Unser großer Historiker und Humanist, Jan Długosz (1415-1480), hatte den See Gopło die See der Polen (Mare Polonorum) genannt, so groß war das Becken, und so sollte es auch die erste unter den polnischen See sein. Die Fläche dieses postglazialen Gewässers hat sich seit dem Mittelalter um über 60 Prozent verkleinert. Doch auch noch heute kann man sich von ihm beeindrucken lassen: Es handelt sich doch um zwei in Meridianrichtung liegende Rinnen, von denen die längere 25 km zählt. Die Küstenlinie beträgt 87,5 km.
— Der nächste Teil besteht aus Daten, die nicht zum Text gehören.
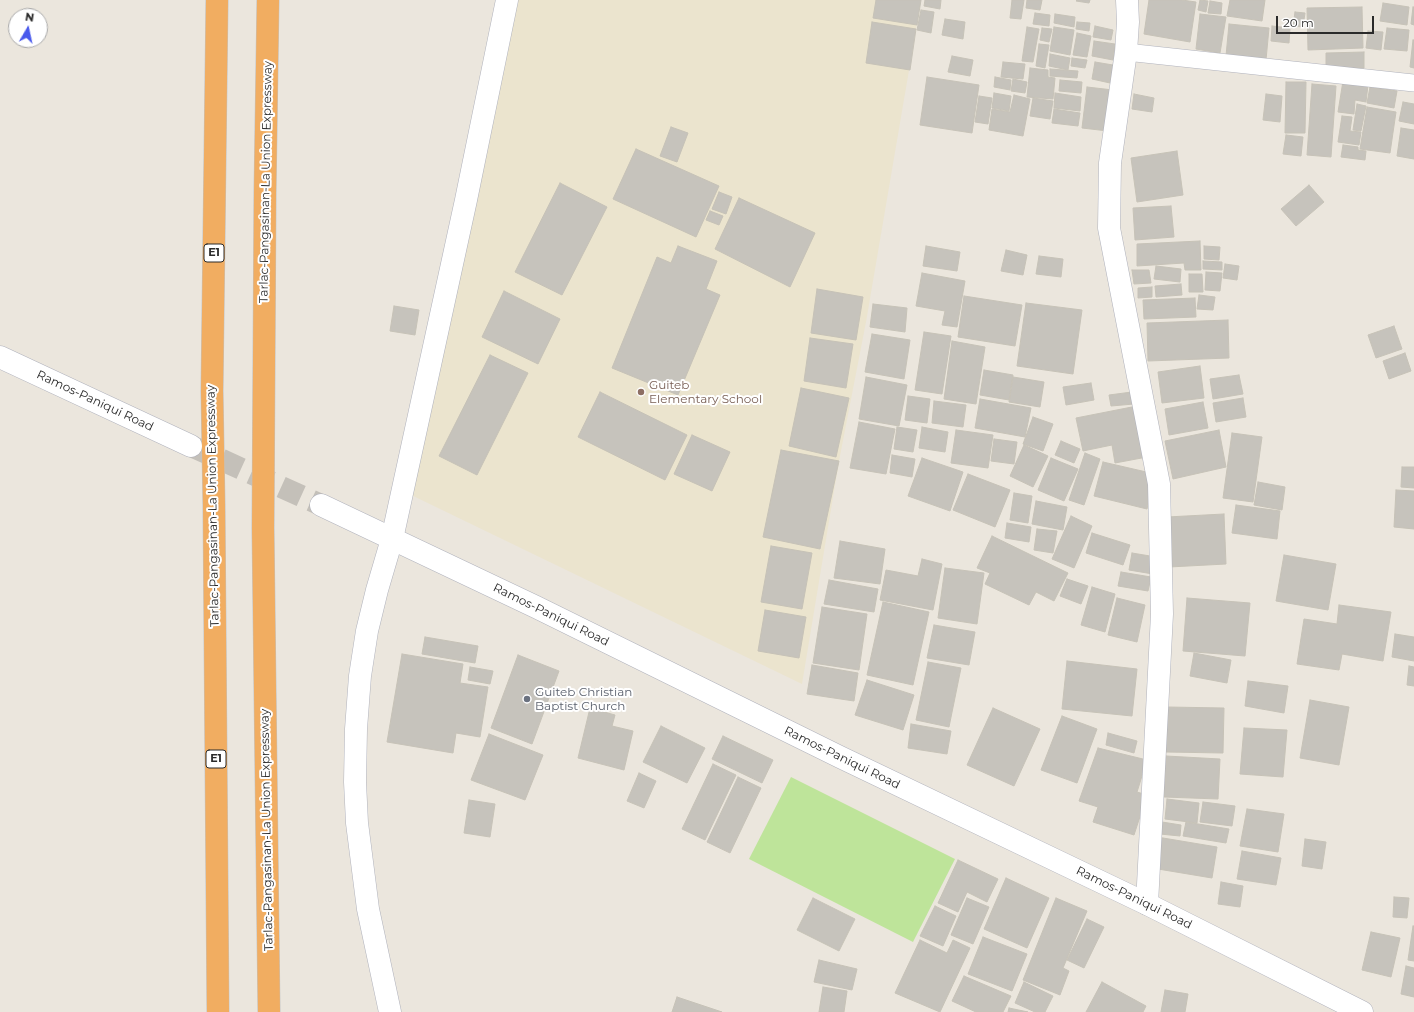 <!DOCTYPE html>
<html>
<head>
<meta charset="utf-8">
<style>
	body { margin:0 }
	#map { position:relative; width:1414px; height:1012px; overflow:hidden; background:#ebe6dd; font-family:Montserrat,sans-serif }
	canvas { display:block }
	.north { position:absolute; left:8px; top:8px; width:40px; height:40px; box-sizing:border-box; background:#fff; border:1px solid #aaa; border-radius:50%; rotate:9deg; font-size:11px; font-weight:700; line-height:16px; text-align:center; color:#2a2a2a }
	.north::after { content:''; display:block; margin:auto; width:14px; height:18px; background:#4959ec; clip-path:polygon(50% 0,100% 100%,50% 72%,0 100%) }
	.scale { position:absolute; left:1276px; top:16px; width:98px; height:18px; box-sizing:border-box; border:2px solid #2a2a2a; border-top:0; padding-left:5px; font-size:12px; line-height:14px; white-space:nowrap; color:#2a2a2a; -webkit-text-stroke:3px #fff; paint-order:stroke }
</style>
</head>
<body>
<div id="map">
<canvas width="1414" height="1012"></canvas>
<div class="north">N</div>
<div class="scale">20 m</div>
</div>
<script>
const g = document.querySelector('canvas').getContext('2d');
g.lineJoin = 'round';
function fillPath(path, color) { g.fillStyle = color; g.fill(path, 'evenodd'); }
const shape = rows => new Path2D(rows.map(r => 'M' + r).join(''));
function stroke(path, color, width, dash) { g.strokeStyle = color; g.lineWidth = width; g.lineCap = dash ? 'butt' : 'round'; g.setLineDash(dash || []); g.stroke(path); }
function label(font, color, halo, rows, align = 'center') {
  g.font = font + ' Montserrat,sans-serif'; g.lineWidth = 4; g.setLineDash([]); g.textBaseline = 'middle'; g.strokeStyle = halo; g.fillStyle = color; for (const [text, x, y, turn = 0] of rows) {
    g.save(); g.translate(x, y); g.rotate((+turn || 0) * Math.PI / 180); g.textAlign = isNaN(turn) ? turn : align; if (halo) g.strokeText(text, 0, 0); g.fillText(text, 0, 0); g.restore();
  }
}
fillPath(shape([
	[512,0,921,0,866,322,839,461,802,684,407,493]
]), '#ebe4ce');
fillPath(shape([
	[791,777,955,859,913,942,749,859]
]), '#bee49a');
const building = shape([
	[876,0,921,0,917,25,873,18,876,0],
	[925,0,941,0,940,9,924,6,925,0],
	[1012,0,1024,0,1021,19,1010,18,1012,0],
	[1027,0,1042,0,1040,10,1026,8,1027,0],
	[1077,0,1090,0,1089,3,1076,1,1077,0],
	[1149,0,1182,0,1196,2,1190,42,1144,34,1149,0],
	[1200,0,1208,1,1206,12,1198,10,1200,0],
	[1230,0,1265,0,1262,21,1227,16,1230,0],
	[1210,1,1222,3,1221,14,1208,13,1210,1],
	[1383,3,1409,7,1407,25,1380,21,1383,3],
	[1362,7,1363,48,1308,50,1307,8,1362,7],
	[1413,7,1414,7,1414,25,1411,24,1413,7],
	[921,10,934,12,931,33,917,30,921,10],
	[1295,12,1305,13,1303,27,1293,26,1295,12],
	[1035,13,1050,15,1049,26,1033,24,1035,13],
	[1055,14,1075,17,1074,27,1054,23,1055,14],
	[1200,14,1226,17,1220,53,1196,49,1200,14],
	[945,19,965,22,963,39,942,35,945,19],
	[872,22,916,29,910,70,866,63,872,22],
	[1077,22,1090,23,1089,31,1076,29,1077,22],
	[1229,24,1269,28,1266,60,1226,56,1229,24],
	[1095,26,1113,30,1111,40,1093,37,1095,26],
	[1272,26,1290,28,1289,43,1271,41,1272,26],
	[1027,27,1039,29,1033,62,1022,61,1027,27],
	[1054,27,1074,30,1070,55,1050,51,1054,27],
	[1042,28,1052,29,1049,42,1040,40,1042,28],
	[1387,28,1409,30,1407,51,1384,49,1387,28],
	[1368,31,1383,32,1381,50,1366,48,1368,31],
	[1077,33,1091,36,1087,57,1073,55,1077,33],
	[1413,40,1414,40,1414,68,1410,67,1413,40],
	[1094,41,1115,44,1113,60,1092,56,1094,41],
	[1039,44,1049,45,1045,68,1036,66,1039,44],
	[1364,52,1364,68,1326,69,1326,53,1364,52],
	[1050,54,1070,58,1068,70,1049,66,1050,54],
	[952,56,973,60,970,76,948,72,952,56],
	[1072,58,1087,60,1085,68,1071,66,1072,58],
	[1003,62,1025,64,1023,79,1001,77,1003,62],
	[1095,62,1113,65,1110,83,1092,79,1095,62],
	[1030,68,1048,70,1048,77,1055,78,1053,99,1027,97,1030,68],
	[1050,69,1078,71,1077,78,1050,76,1050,69],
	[927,77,979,85,972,133,920,125,927,77],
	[995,77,1011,80,1010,90,994,87,995,77],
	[1013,79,1027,82,1025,93,1011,91,1013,79],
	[1060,80,1082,82,1081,93,1059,91,1060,80],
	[1343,81,1368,85,1366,102,1355,100,1354,114,1338,112,1343,81],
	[1286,82,1306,82,1305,133,1285,133,1286,82],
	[1312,84,1336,86,1331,157,1307,155,1312,84],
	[1087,87,1113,90,1108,131,1082,128,1087,87],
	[1370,87,1397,91,1394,108,1367,103,1370,87],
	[994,93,1011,96,1009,111,992,108,994,93],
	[1055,93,1081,97,1080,111,1054,108,1055,93],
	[1134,94,1154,98,1152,112,1132,109,1134,94],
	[1266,94,1282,96,1280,122,1263,120,1266,94],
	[1014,95,1030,99,1023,136,989,130,992,109,1010,112,1014,95],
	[979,96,992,98,988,124,975,122,979,96],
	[1033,98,1053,101,1050,119,1030,116,1033,98],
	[1403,102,1414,104,1414,124,1399,121,1403,102],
	[1357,104,1366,106,1361,131,1353,130,1357,104],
	[1367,107,1396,112,1390,153,1360,149,1367,107],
	[1054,109,1080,113,1078,126,1052,123,1054,109],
	[1342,116,1352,117,1350,131,1361,132,1359,145,1338,142,1342,116],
	[671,127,688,133,677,162,660,156,671,127],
	[1401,128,1414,130,1414,159,1397,156,1401,128],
	[1286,135,1303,137,1301,156,1283,154,1286,135],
	[1343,145,1358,147,1358,150,1366,151,1365,160,1341,157,1343,145],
	[636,149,719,186,696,237,613,199,636,149],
	[1177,151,1183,195,1137,202,1131,158,1177,151],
	[560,183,607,207,562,295,515,272,560,183],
	[1309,185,1324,202,1296,226,1281,209,1309,185],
	[719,192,732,197,726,214,712,209,719,192],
	[739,198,815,233,790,287,715,249,739,198],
	[1171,206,1174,237,1135,240,1133,208,1171,206],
	[710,211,723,216,719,225,706,220,710,211],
	[1200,241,1201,270,1185,270,1184,263,1137,266,1137,244,1200,241],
	[678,246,717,261,706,289,720,295,678,395,612,368,657,257,671,263,678,246],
	[926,246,960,252,957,271,923,266,926,246],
	[1204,246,1220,247,1219,260,1204,259,1204,246],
	[1006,250,1027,255,1023,275,1001,271,1006,250],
	[1039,256,1063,259,1061,277,1036,274,1039,256],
	[1203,261,1222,262,1222,270,1203,269,1203,261],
	[1225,264,1239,266,1237,280,1223,278,1225,264],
	[1156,266,1181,269,1180,282,1154,279,1156,266],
	[1132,270,1149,270,1151,283,1134,284,1132,270],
	[1206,272,1222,273,1220,291,1205,290,1206,272],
	[922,273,965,281,957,327,942,325,945,311,916,306,922,273],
	[1189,274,1202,274,1203,292,1189,292,1189,274],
	[1181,284,1182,295,1156,297,1155,286,1181,284],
	[1152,287,1152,297,1138,298,1138,288,1152,287],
	[817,289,863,297,856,340,811,333,817,289],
	[504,291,560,319,538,364,482,337,504,291],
	[1199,295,1215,297,1213,310,1197,309,1199,295],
	[964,296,1022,305,1015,346,958,337,964,296],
	[1195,298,1196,317,1144,319,1143,300,1195,298],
	[1026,303,1082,310,1073,374,1017,366,1026,303],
	[873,304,907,308,905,332,870,327,873,304],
	[394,306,419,310,415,335,390,331,394,306],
	[1228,320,1229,358,1148,361,1147,323,1228,320],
	[1394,326,1402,349,1376,358,1368,335,1394,326],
	[924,332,951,336,942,394,915,390,924,332],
	[872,334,910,340,904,379,865,372,872,334],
	[810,338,853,344,846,388,804,381,810,338],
	[952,341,985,347,976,404,944,399,952,341],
	[1405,353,1411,371,1389,379,1383,361,1405,353],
	[490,355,528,373,477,475,439,456,490,355],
	[1200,366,1204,398,1162,403,1158,372,1200,366],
	[984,370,1013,375,1009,400,980,395,984,370],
	[1239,375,1243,394,1213,399,1210,379,1239,375],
	[866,377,907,385,899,426,859,419,866,377],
	[1013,377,1044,382,1040,407,1009,402,1013,377],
	[1091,383,1094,400,1066,405,1063,387,1091,383],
	[801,388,849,398,836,457,789,446,801,388],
	[600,392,687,435,665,480,578,437,600,392],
	[1132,392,1134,404,1111,406,1109,395,1132,392],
	[908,396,930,399,927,423,905,420,908,396],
	[1243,398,1246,417,1216,422,1213,403,1243,398],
	[980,399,1031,408,1025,437,975,428,980,399],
	[934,401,966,405,963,427,932,423,934,401],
	[1203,402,1208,428,1169,435,1165,409,1203,402],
	[1137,406,1147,457,1115,463,1112,445,1083,451,1076,418,1137,406],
	[1033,417,1053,424,1043,451,1023,444,1033,417],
	[859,422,895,429,886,474,850,468,859,422],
	[897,427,917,430,913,452,894,449,897,427],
	[922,427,948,432,945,452,919,448,922,427],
	[956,430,993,435,988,468,951,463,956,430],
	[1219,430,1226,467,1173,479,1165,441,1219,430],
	[1232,433,1262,437,1253,502,1223,498,1232,433],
	[692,435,730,452,712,491,674,474,692,435],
	[994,439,1017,442,1014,464,991,461,994,439],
	[1061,441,1080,449,1074,463,1055,455,1061,441],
	[1024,445,1048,456,1033,487,1010,476,1024,445],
	[781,450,839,461,820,549,763,537,781,450],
	[1085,453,1100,459,1084,505,1069,500,1085,453],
	[892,455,915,459,912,477,890,473,892,455],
	[922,458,963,472,950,511,908,496,922,458],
	[1051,458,1078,469,1064,501,1038,490,1051,458],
	[1103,462,1155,474,1147,509,1094,496,1103,462],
	[1402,467,1414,467,1414,488,1401,487,1402,467],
	[968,474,1010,490,995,527,953,510,968,474],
	[1258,482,1285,487,1282,510,1254,505,1258,482],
	[1396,490,1414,491,1414,529,1394,527,1396,490],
	[1014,493,1032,496,1028,523,1010,520,1014,493],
	[1036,501,1067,507,1063,530,1032,524,1036,501],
	[1236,505,1280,511,1277,539,1232,533,1236,505],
	[1224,514,1226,564,1169,567,1167,517,1224,514],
	[1071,516,1092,526,1074,568,1052,559,1071,516],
	[1007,523,1031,527,1029,542,1005,538,1007,523],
	[1037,529,1057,531,1053,553,1034,550,1037,529],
	[1092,533,1130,545,1123,565,1086,553,1092,533],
	[992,536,1068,573,1054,601,1036,592,1029,605,985,584,990,573,977,568,992,536],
	[840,541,885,549,880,584,834,578,840,541],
	[771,546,812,553,802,609,761,602,771,546],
	[1132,553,1156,557,1153,574,1129,570,1132,553],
	[1284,555,1336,564,1328,610,1276,601,1284,555],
	[922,559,942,564,933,610,880,600,886,570,918,576,922,559],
	[945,568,984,573,977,624,938,618,945,568],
	[1121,572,1151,577,1148,591,1118,586,1121,572],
	[1067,579,1088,586,1081,604,1060,596,1067,579],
	[829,580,878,589,874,612,824,604,829,580],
	[1092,587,1115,594,1105,632,1081,625,1092,587],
	[1117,598,1145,605,1137,642,1108,635,1117,598],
	[1187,598,1250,603,1245,656,1183,651,1187,598],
	[883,602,929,612,913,685,867,675,883,602],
	[1339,605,1391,612,1383,661,1342,654,1339,670,1297,664,1304,619,1337,624,1339,605],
	[822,607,867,614,859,670,813,663,822,607],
	[765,610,806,617,799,658,758,651,765,610],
	[934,625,975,632,969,665,927,658,934,625],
	[1395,634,1414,637,1414,661,1392,657,1395,634],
	[425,637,478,646,475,663,422,654,425,637],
	[1194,653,1231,660,1227,683,1190,676,1194,653],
	[402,654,463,664,460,683,488,687,480,737,456,733,453,753,387,742,402,654],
	[518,655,559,671,532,744,491,728,518,655],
	[1067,661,1137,669,1132,716,1062,709,1067,661],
	[928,662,961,668,949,727,916,720,928,662],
	[812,665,858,673,854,701,807,694,812,665],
	[1409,666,1414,667,1414,686,1407,685,1409,666],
	[470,667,493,671,490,684,468,680,470,667],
	[867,680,914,695,903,730,855,715,867,680],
	[1248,681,1288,686,1284,713,1245,706,1248,681],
	[1310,700,1349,707,1339,765,1300,758,1310,700],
	[1167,707,1224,708,1223,753,1166,752,1167,707],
	[590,708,615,715,612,726,633,731,624,770,578,758,590,708],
	[993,708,1040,729,1014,786,967,765,993,708],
	[1062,716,1097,729,1077,783,1041,770,1062,716],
	[911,724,951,731,947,754,908,748,911,724],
	[661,726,705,748,687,783,643,762,661,726],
	[1244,728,1287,730,1283,777,1240,774,1244,728],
	[1108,733,1137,741,1134,753,1106,745,1108,733],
	[489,734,543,755,525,800,471,780,489,734],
	[723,736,773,760,762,783,712,759,723,736],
	[1098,748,1147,760,1137,792,1147,795,1134,835,1093,822,1098,807,1079,801,1098,748],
	[1166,756,1220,759,1218,799,1164,797,1166,756],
	[713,764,736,775,705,840,682,829,713,764],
	[639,773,656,781,644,808,627,801,639,773],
	[738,777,761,788,730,853,707,842,738,777],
	[1167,799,1199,803,1197,823,1165,819,1167,799],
	[469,800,495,804,490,837,464,833,469,800],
	[1203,802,1235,806,1232,826,1200,822,1203,802],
	[1247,809,1284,814,1278,852,1240,846,1247,809],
	[1162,822,1181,825,1180,836,1160,834,1162,822],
	[1186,822,1229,829,1226,843,1183,836,1186,822],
	[1157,837,1217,847,1212,878,1152,868,1157,837],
	[1305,839,1326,842,1322,869,1302,866,1305,839],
	[1242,851,1281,858,1276,885,1237,879,1242,851],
	[958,860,998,879,987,902,967,892,958,912,938,903,958,860],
	[1006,878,1049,898,1027,948,984,929,1006,878],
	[1221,882,1243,886,1240,907,1218,904,1221,882],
	[1394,897,1409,898,1407,918,1393,917,1394,897],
	[813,898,855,919,839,951,797,930,813,898],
	[967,898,989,907,973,944,951,935,967,898],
	[1056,898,1087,911,1063,968,1069,971,1060,995,1023,980,1056,898],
	[935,906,956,916,943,946,920,936,935,906],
	[1087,919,1104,927,1084,968,1067,960,1087,919],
	[1413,926,1414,926,1414,961,1408,960,1413,926],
	[1371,932,1400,938,1391,977,1362,970,1371,932],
	[983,937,1027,954,1012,991,968,974,983,937],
	[920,940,947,953,953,940,970,948,940,1012,895,993,920,940],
	[819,960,857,969,852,990,814,982,819,960],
	[1406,966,1414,968,1414,997,1401,994,1406,966],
	[964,976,1011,996,1003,1012,976,1012,952,1001,964,976],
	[1024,982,1053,996,1045,1012,1035,1012,1015,1003,1024,982],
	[1102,982,1146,1006,1143,1012,1086,1012,1102,982],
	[823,987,847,991,844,1012,819,1012,823,987],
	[1165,990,1188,994,1185,1012,1161,1012,1165,990],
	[677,997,722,1012,672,1012,677,997],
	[1009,1008,1028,1012,1008,1012,1009,1008]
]);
fillPath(building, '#c6c3bc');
stroke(building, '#c6c2b7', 1);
stroke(shape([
	[191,446,321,505]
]), '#c4c0b9', 22, [22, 11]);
const service = shape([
	[1126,52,1414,83]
]);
const minor = shape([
	[1127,0,1128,22,1126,52,1110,163,1109,228,1159,484,1162,614,1147,904],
	[390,1012,368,909,357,823,355,782,356,729,360,676,367,631,377,590,392,539,466,200,507,0]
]);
const secondary = shape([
	[0,357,191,446],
	[321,505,536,607,840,757,1147,904,1362,1012]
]);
const motorway = shape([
	[217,0,212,391,214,506,218,1012],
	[268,0,265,193,263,528,269,1012]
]);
stroke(service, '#b0b2bc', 18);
stroke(minor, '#b0b2bc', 23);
stroke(secondary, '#b0b2bc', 23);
stroke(motorway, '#c3c3c3', 23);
stroke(service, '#fff', 17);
stroke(minor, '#fff', 22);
stroke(secondary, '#fff', 22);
stroke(motorway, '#f1ad61', 22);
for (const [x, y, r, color] of [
	[641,392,4,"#8d6e63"],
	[527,699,4,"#6b7280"]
]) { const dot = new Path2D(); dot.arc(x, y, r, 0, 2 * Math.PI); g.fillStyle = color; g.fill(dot); stroke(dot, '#fff', 1.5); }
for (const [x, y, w] of [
	[214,253,20],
	[216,759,20]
]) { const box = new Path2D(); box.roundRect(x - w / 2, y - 9, w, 18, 3); g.fillStyle = '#fff'; g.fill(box); stroke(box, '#2a2a2a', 1); }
label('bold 11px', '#2a2a2a', null, [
	["E1",214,253],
	["E1",216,759]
]);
label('12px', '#2a2a2a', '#fff', [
	["Tarlac-Pangasinan-La Union Expressway",266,182,-89],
	["Ramos-Paniqui Road",95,401,25],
	["Tarlac-Pangasinan-La Union Expressway",213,506,-91],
	["Ramos-Paniqui Road",551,615,26],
	["Ramos-Paniqui Road",842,758,26],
	["Tarlac-Pangasinan-La Union Expressway",267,830,-91],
	["Ramos-Paniqui Road",1134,898,26]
]);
label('12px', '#785e54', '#fff', [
	["Guiteb",649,385],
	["Elementary School",649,399]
], 'left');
label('12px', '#5b616d', '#fff', [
	["Guiteb Christian",535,692],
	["Baptist Church",535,706]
], 'left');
</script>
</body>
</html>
Gopło ist das größte natürliche Becken der Seeplatte Großpolen-Kujawien, dass neuntgrößte in Polen (2154 ha). 

Im Jahre 1967 wurde der Nadgoplański Park Tysiąclecia gegründet, beabsichtigt als eine von der Natur geschenktes Denkmal an die Geschichte des polnischen Staates, das gleichzeitig als Schutzgebiet für zahlreiche Brutstätten von Wasser- und Sumpfvögel wäre. Zu den Vorzügen des Parks gehört seine einmalige Landschaft. Er umfasst, neben dem See Gopło und dessen Pufferzone auch drei Seen in der Nähe von Skulsk, die in den vergangenen Jahrhunderten einen Teil von Mare Polonorum darstellten. 

Um Gopło herum wurde ein grün markierter Radweg abgesteckt, beginnend an dem Mäuseturm in Kruszwica, am Sitz der PTTK-Geschäftstelle. Kruszwica ist auch ein starkes Wassersportzentrum. Der Ruderclub „Gopło“ (gegründet 1911) organisiert Wettbewerbe höchsten Ranges in dieser Sportart. Die Regattastrecke auf dem See ist 2000 m lang und lässt sechs Boote auf einmal starten. Die Wassersporttraditionen werden auch von dem Segelclub „Popiel“ gepflegt, der über einen eigenen Camping- und Zeltplatz verfügt. Von der Anlegestelle bei dem Mäuseturm kann man touristische- und Erholungsfahrten auf den See und den Kanal Ślesiński (40 km in einer Einrichtung) unternehmen.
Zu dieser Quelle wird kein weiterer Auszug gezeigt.